## [REQUIREMENT]
Every line that holds the word "yChannelSelector" needs to be copied from the data below.

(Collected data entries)
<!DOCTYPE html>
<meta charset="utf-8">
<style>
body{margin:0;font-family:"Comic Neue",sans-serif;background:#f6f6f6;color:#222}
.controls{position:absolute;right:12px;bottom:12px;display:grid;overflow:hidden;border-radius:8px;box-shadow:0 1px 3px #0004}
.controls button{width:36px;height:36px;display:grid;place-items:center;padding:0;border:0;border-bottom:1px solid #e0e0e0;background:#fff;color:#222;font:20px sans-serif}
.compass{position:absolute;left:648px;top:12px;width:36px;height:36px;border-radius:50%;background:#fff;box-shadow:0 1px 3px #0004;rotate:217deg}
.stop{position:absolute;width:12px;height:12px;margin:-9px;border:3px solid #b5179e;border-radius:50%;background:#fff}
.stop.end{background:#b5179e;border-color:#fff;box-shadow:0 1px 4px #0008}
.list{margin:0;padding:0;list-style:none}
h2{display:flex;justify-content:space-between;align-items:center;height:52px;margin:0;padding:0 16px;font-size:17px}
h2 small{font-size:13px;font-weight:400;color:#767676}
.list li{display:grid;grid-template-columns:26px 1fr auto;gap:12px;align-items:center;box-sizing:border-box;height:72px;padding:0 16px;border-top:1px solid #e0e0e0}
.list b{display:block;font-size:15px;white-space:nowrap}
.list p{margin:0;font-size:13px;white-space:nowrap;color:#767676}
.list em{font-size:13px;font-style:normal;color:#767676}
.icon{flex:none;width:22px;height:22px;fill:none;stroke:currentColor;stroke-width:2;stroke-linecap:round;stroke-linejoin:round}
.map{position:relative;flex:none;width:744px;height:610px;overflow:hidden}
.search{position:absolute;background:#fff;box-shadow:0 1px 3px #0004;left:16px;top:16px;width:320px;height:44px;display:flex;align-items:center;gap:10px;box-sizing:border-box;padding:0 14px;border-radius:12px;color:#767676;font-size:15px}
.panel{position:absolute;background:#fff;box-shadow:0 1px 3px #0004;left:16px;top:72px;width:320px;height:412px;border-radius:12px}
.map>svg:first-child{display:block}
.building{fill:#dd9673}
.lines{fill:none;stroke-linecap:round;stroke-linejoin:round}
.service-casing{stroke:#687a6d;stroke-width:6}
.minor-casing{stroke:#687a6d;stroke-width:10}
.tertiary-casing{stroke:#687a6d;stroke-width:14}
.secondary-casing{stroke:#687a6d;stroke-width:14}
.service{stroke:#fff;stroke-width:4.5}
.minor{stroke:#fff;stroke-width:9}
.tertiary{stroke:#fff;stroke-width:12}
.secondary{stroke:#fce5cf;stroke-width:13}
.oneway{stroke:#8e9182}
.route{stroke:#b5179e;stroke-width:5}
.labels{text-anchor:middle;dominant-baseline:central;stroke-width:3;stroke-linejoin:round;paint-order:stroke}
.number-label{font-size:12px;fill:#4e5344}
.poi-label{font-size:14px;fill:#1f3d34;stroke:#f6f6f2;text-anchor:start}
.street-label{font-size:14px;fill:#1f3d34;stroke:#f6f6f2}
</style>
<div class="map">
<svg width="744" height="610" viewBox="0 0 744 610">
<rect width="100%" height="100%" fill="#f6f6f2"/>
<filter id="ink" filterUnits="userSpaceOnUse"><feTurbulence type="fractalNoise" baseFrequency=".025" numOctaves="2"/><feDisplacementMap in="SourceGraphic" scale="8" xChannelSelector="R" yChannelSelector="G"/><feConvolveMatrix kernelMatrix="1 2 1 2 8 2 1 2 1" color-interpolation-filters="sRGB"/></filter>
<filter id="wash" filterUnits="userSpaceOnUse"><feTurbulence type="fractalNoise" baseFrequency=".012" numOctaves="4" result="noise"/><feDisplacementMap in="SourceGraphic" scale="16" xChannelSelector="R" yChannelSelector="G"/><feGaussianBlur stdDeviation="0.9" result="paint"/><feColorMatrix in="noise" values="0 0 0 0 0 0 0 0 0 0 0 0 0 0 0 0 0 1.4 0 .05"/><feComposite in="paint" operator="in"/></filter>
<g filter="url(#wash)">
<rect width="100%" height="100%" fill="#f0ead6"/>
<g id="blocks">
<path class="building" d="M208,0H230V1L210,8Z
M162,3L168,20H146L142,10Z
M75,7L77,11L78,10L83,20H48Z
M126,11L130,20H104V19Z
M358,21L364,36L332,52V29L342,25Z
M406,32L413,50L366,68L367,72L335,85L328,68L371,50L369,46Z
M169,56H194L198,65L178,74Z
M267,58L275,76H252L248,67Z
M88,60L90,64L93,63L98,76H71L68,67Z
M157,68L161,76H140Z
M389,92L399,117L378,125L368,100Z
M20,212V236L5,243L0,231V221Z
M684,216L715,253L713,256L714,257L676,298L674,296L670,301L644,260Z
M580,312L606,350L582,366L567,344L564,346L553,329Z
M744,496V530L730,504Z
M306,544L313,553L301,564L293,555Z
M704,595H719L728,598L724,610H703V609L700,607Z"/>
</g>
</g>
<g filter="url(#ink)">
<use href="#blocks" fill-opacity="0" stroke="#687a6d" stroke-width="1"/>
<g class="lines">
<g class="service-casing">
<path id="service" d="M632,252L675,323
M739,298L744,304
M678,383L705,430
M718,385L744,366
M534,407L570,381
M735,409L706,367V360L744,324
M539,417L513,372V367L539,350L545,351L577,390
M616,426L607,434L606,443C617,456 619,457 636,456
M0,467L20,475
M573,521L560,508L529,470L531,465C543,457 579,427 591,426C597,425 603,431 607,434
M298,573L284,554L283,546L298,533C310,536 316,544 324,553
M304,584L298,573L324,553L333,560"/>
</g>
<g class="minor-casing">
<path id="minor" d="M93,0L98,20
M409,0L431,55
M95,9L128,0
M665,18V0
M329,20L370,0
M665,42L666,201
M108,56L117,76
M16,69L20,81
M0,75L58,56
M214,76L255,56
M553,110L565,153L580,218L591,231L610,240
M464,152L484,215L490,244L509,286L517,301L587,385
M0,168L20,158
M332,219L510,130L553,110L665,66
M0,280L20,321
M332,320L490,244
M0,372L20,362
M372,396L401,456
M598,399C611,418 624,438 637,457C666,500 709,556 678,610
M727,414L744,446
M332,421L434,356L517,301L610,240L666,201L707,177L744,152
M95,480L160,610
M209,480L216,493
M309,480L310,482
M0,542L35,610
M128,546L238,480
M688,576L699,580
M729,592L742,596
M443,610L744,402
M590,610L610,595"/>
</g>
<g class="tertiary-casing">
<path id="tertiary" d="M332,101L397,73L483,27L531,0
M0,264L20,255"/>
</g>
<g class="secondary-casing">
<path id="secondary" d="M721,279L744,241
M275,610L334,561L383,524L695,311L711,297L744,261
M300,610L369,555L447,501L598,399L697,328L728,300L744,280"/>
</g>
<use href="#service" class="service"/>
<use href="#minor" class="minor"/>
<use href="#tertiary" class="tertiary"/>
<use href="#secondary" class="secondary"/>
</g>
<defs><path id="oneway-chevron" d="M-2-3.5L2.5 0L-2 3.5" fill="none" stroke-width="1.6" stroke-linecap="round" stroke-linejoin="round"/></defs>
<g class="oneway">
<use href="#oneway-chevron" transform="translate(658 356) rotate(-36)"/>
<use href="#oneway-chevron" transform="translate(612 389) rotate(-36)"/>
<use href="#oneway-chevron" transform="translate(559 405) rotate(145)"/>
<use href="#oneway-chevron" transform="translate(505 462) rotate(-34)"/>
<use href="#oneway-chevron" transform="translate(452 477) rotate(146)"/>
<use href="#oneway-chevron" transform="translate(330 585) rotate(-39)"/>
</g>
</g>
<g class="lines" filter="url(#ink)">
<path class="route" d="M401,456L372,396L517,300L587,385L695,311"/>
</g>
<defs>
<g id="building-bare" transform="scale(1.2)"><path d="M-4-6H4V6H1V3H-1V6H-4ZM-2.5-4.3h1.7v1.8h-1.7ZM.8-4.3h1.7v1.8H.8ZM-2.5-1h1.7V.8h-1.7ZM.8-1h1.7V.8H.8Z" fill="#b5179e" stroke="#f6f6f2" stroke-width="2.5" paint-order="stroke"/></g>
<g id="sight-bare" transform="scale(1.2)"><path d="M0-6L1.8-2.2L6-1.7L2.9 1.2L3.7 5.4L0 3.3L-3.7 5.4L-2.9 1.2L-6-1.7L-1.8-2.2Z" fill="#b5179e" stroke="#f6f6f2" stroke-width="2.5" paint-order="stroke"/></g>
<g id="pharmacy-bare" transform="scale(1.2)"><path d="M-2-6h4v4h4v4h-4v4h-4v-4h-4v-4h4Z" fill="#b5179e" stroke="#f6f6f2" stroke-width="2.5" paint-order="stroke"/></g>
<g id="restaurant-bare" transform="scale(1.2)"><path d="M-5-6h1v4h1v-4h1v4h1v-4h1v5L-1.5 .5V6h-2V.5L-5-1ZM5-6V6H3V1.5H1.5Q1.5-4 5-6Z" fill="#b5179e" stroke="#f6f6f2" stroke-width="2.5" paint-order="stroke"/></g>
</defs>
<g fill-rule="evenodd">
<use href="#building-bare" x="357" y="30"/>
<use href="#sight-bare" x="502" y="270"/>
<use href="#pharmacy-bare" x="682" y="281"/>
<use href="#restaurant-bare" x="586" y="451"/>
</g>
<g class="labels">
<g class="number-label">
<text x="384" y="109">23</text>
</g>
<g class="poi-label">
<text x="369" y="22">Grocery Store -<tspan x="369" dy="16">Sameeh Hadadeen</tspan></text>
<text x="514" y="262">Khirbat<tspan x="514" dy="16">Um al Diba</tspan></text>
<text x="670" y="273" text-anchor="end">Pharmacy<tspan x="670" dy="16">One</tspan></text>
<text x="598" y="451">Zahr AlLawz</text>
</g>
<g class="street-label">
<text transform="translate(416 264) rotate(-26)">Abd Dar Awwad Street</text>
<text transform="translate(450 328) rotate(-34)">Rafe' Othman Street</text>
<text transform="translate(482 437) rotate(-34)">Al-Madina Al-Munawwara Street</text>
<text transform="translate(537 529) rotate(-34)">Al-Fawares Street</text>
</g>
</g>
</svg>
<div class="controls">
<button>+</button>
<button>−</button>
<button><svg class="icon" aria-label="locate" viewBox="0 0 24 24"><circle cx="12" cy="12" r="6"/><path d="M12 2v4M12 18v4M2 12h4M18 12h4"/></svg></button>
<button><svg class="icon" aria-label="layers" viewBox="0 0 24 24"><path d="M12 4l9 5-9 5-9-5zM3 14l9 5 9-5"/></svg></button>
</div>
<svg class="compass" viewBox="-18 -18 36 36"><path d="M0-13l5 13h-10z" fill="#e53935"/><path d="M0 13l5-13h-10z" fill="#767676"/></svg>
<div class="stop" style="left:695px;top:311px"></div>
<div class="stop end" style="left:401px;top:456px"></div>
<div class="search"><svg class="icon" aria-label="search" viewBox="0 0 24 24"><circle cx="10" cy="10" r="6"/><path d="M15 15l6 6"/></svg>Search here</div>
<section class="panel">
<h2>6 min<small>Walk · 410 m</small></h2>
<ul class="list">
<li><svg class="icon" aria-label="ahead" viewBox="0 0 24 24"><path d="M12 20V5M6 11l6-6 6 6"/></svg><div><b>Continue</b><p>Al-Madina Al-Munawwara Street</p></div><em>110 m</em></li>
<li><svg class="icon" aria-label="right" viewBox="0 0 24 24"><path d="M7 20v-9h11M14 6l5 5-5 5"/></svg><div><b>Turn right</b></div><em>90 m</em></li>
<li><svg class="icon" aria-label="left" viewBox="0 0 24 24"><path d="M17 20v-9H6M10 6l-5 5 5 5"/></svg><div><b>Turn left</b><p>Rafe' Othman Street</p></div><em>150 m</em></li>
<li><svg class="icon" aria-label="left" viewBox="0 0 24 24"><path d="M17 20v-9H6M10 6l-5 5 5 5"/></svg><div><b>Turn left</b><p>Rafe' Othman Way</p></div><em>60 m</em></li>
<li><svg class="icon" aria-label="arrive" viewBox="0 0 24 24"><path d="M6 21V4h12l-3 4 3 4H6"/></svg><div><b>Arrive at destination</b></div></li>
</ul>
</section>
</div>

## [EXERCISE RESPONSE]
<filter id="ink" filterUnits="userSpaceOnUse"><feTurbulence type="fractalNoise" baseFrequency=".025" numOctaves="2"/><feDisplacementMap in="SourceGraphic" scale="8" xChannelSelector="R" yChannelSelector="G"/><feConvolveMatrix kernelMatrix="1 2 1 2 8 2 1 2 1" color-interpolation-filters="sRGB"/></filter>
<filter id="wash" filterUnits="userSpaceOnUse"><feTurbulence type="fractalNoise" baseFrequency=".012" numOctaves="4" result="noise"/><feDisplacementMap in="SourceGraphic" scale="16" xChannelSelector="R" yChannelSelector="G"/><feGaussianBlur stdDeviation="0.9" result="paint"/><feColorMatrix in="noise" values="0 0 0 0 0 0 0 0 0 0 0 0 0 0 0 0 0 1.4 0 .05"/><feComposite in="paint" operator="in"/></filter>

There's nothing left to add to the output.